Consider each line of the material below and note whether it holds "markers". State how many do, and nothing else.

------------------------------------

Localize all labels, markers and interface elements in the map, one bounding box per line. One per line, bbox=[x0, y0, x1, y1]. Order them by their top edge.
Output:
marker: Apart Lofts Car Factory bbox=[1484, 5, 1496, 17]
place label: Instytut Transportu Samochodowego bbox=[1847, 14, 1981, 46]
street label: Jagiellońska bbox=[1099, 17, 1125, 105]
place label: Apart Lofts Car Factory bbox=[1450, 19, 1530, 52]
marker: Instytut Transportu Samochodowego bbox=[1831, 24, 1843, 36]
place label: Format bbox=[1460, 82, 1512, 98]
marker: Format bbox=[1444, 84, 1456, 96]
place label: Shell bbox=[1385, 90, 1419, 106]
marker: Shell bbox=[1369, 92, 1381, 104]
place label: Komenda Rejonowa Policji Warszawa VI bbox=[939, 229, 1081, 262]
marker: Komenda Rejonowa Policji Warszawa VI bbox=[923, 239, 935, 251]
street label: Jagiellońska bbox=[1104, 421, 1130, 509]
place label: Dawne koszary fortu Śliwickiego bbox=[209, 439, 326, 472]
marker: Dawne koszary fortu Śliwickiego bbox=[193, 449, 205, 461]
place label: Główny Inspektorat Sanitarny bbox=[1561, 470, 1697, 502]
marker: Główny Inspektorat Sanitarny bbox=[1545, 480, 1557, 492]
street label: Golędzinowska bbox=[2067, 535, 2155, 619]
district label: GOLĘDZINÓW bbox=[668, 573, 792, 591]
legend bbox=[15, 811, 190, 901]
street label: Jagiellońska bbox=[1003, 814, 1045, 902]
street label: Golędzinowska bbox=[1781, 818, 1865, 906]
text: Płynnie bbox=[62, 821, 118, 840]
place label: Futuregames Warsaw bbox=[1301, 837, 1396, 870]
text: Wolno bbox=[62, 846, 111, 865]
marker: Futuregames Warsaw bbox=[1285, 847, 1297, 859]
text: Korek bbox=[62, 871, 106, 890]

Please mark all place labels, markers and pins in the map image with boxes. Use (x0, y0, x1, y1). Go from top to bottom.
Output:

------------------------------------

* [Expected answer]:
2